IT Knowledgebase
< All Topics

What is next-generation antivirus (NGAV)

Next-generation antivirus (NGAV) works by leveraging artificial intelligence, machine learning, behavioral detection, exploit mitigation, cloud-based architecture, and other cutting-edge technologies to stop both legacy and never-before-seen threats that may evolve quickly to circumvent cybersecurity measures.

Next-Generation Antivirus takes traditional antivirus software to a new, advanced level of endpoint security protection. It goes beyond known file-based malware signatures and heuristics because it’s a system-centric, cloud-based approach. It uses predictive analytics driven by machine learning and artificial intelligence and combines with threat intelligence to:

  • Detect and prevent malware and fileless non-malware attacks
  • Identify malicious behavior and tactics, techniques and procedures(TTPs) from unknown sources
  • Collect and analyze comprehensive endpoint data to determine root causes
  • Respond to new and emerging threats that previously go undetected.

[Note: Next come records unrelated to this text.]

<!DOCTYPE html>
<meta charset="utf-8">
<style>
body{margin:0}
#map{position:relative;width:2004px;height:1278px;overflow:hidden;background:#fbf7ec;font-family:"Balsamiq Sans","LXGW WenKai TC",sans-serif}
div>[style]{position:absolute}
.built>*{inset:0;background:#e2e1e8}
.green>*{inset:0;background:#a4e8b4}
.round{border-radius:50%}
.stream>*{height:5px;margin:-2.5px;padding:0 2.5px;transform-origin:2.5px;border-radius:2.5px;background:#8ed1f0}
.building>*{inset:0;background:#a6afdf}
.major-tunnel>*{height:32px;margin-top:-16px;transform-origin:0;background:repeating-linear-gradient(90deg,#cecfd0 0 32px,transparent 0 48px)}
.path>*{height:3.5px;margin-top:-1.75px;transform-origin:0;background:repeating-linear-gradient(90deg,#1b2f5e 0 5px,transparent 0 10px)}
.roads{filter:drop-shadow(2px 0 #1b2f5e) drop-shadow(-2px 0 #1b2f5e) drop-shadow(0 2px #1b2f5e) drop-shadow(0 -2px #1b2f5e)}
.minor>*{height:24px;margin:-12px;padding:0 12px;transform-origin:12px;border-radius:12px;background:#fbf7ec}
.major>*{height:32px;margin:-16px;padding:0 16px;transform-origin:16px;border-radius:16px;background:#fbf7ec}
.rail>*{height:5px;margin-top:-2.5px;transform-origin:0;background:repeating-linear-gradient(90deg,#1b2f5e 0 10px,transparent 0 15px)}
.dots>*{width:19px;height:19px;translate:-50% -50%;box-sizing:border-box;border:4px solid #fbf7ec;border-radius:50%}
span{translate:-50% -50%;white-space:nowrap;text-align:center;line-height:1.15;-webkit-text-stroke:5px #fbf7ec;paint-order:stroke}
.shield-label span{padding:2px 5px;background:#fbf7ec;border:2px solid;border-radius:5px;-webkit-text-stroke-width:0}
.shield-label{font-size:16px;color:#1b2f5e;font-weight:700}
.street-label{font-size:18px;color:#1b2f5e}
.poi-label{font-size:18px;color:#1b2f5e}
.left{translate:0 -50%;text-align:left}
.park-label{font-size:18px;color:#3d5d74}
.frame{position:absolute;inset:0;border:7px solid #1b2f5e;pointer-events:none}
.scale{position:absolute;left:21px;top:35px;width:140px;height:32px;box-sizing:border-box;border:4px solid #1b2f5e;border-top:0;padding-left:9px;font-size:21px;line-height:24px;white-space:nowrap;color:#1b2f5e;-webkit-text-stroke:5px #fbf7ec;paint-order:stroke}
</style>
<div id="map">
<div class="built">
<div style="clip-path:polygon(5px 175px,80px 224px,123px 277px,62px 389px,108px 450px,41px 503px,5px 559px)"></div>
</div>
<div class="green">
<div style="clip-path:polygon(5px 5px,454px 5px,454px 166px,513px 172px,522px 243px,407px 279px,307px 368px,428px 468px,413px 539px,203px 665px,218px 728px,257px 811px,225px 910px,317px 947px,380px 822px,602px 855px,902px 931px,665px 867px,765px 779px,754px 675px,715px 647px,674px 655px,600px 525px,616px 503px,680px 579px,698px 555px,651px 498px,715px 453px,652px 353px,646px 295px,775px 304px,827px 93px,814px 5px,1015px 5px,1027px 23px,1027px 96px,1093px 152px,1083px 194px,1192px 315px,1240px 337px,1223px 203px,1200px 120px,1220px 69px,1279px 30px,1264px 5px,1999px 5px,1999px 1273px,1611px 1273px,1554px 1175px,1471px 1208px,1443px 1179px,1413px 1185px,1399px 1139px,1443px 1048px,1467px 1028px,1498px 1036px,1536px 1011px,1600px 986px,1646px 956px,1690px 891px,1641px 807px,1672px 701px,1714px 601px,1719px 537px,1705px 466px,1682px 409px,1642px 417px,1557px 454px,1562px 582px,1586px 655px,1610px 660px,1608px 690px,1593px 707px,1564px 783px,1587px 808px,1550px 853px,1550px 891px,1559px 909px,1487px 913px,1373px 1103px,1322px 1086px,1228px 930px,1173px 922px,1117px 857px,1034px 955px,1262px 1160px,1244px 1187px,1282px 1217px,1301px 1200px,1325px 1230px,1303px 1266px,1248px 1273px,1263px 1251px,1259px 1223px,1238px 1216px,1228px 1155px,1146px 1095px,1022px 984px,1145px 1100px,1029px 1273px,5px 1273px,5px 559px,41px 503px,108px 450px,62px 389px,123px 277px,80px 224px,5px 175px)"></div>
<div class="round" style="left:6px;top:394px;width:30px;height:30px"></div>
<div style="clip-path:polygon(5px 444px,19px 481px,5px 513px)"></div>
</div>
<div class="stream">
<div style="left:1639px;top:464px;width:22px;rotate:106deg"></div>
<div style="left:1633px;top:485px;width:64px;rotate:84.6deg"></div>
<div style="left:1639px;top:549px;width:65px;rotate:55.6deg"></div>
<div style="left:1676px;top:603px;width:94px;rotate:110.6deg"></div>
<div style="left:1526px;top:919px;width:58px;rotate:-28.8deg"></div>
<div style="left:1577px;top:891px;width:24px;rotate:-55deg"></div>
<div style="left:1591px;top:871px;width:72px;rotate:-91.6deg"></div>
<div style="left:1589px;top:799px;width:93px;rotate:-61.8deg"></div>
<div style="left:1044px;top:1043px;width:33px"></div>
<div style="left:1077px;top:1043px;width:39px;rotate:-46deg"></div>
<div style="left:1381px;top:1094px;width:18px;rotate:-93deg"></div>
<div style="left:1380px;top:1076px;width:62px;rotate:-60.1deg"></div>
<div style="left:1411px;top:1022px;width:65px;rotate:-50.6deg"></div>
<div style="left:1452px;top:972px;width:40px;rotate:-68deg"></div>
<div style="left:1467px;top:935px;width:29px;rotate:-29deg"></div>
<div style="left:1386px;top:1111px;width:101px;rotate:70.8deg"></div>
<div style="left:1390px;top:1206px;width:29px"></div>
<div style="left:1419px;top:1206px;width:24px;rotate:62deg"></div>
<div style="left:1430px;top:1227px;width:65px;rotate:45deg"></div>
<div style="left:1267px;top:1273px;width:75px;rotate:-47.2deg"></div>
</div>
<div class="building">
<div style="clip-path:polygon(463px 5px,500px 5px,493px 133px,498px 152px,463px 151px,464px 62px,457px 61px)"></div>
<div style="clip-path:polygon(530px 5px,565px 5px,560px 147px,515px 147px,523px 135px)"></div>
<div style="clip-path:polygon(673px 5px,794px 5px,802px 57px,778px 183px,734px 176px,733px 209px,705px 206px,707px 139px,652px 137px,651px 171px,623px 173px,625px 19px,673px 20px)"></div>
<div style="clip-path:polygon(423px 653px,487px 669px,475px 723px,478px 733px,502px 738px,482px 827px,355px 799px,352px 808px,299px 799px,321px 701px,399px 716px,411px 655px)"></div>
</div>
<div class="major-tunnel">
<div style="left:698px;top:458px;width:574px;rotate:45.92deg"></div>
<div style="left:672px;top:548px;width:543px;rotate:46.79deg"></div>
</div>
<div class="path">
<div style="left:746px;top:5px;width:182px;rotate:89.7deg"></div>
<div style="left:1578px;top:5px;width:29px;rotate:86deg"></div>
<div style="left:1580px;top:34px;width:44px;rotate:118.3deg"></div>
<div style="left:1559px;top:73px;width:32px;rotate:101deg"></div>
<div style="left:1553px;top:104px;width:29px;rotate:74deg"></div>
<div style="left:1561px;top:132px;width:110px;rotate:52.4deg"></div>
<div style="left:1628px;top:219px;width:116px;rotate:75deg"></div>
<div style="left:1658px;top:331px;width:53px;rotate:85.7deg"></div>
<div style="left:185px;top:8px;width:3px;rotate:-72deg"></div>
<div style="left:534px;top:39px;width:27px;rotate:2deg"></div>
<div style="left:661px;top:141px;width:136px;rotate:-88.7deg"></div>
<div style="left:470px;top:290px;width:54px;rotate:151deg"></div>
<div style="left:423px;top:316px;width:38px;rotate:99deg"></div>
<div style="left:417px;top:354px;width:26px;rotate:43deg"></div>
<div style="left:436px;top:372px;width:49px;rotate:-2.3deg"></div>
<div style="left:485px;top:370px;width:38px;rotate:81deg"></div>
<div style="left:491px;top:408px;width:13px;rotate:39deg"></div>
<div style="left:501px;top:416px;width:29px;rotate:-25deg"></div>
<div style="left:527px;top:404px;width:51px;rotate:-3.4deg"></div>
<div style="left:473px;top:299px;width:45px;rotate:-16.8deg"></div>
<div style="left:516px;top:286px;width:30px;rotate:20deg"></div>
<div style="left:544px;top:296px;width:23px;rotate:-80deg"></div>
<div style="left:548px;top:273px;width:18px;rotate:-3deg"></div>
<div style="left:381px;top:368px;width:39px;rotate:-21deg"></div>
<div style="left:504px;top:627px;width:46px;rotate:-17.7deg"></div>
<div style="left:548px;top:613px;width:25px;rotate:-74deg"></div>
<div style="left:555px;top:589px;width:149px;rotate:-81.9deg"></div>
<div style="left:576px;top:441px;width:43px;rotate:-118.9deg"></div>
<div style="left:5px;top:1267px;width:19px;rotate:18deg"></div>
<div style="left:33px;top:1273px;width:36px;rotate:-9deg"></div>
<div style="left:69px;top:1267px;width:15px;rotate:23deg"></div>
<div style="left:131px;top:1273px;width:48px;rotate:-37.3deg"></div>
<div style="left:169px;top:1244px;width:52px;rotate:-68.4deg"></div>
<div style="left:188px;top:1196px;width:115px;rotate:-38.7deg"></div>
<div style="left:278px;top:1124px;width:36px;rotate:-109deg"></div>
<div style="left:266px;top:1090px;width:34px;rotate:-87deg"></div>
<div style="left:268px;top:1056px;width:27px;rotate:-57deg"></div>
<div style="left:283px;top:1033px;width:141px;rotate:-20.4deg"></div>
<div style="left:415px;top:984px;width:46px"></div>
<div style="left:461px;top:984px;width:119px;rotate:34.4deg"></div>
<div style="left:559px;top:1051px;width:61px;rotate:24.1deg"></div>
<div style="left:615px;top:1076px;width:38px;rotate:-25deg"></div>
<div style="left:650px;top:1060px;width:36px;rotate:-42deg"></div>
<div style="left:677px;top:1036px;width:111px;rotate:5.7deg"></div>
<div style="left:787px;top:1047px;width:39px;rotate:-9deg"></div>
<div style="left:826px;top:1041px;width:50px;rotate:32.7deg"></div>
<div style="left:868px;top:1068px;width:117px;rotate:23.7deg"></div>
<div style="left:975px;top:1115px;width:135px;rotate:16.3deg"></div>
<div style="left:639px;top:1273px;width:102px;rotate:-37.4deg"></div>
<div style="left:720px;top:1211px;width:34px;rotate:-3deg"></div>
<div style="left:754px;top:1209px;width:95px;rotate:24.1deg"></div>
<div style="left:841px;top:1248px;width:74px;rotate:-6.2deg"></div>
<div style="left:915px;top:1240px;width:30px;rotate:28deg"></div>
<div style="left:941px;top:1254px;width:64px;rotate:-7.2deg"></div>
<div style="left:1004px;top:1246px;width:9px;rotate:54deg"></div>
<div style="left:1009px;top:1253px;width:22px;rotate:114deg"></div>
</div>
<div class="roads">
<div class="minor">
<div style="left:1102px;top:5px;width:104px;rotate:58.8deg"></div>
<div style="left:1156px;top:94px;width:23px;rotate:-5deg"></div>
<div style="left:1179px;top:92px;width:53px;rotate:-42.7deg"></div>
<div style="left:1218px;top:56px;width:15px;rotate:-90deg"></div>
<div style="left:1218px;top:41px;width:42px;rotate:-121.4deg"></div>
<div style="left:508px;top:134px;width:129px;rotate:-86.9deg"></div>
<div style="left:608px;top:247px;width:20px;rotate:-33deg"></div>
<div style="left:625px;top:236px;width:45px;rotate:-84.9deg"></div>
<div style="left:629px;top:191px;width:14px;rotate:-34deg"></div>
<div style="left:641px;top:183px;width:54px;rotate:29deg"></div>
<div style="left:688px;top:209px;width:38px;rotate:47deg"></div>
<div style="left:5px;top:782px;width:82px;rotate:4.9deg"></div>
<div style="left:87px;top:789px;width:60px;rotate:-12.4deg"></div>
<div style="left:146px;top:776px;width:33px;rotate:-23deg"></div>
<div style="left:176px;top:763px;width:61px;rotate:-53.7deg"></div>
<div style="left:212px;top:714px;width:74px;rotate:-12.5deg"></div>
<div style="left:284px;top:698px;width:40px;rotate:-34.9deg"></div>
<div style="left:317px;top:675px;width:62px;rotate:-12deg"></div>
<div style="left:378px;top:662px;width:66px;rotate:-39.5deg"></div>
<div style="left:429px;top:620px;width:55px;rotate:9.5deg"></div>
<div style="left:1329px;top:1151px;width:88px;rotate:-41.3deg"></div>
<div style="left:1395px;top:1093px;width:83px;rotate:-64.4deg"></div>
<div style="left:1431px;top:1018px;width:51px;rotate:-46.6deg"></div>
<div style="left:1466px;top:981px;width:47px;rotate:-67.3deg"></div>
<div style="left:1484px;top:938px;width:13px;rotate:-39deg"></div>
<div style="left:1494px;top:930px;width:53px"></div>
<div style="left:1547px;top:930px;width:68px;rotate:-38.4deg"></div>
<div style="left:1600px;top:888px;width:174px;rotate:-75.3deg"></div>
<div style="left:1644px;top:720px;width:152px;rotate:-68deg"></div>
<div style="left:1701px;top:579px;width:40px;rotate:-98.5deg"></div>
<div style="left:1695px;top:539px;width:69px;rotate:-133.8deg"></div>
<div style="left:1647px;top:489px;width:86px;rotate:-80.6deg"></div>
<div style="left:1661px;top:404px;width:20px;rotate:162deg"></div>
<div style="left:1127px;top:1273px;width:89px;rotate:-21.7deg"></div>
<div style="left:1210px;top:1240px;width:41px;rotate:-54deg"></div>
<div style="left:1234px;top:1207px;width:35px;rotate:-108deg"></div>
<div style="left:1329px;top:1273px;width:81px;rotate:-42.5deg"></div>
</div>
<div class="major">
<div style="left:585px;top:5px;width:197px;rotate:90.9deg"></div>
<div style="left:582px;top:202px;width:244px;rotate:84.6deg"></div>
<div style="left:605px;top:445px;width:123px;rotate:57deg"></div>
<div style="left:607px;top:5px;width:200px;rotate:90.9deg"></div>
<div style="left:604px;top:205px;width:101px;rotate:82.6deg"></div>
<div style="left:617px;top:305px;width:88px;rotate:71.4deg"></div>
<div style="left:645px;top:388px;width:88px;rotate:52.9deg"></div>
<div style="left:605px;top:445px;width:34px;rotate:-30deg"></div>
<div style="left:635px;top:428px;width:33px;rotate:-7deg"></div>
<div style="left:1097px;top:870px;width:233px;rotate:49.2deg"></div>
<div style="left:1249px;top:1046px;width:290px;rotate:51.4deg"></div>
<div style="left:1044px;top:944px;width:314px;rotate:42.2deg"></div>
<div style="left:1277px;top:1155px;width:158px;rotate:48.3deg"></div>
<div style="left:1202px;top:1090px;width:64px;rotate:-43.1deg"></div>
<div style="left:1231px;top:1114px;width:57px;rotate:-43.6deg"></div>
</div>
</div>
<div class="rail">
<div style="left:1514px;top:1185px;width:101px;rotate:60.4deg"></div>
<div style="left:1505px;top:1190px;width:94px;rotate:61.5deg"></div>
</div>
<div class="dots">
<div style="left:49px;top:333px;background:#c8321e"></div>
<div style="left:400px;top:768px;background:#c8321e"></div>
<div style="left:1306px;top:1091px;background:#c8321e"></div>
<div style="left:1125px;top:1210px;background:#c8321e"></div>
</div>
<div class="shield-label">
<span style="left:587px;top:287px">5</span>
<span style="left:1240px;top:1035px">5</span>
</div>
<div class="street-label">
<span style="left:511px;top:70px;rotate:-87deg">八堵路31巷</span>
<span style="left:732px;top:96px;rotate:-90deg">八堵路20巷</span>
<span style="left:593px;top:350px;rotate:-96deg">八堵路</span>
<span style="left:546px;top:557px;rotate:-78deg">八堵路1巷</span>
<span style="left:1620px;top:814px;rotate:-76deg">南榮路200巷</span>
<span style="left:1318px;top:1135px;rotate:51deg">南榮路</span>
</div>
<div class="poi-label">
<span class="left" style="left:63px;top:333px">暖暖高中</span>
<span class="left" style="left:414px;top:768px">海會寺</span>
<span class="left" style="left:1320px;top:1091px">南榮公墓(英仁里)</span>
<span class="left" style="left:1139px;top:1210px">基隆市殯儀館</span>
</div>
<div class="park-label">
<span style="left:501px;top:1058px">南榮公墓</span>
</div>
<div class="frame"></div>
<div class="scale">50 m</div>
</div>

NGAV is also agile. As a lightweight and fast tool, it shields an endpoint without hindering its performance.

Why Traditional Antivirus Software No Longer Works

Today’s attackers know exactly where to find gaps and weaknesses in an organization’s network perimeter security – and they penetrate these in ways that easily bypass traditional antivirus software. These attackers use highly developed tools to target vulnerabilities that leverage:

  • Memory-based attacks
  • PowerShell scripting language
  • Remote logins
  • Macro-based attacks

And because traditional AV only focuses on signature file- or definition-based threats, it cannot detect any of these environments from modern threats that do not introduce new files to the system.

However, NGAV focuses on events – files, processes, applications, and network connections – to see how actions, or event streams, in each of these areas are related. Analysis of event streams can help identify malicious intent, behaviors, and activities – and once identified, the attackers can be blocked.

This kind of approach is increasing important today, because enterprises like Major League Baseball, the National Hockey League, and other major sport organizations are increasingly finding that attackers are specifically targeting their individual networks. The attacks are multi-stage, personalized, and significantly higher risk – and antivirus solutions don’t have a chance of stopping them.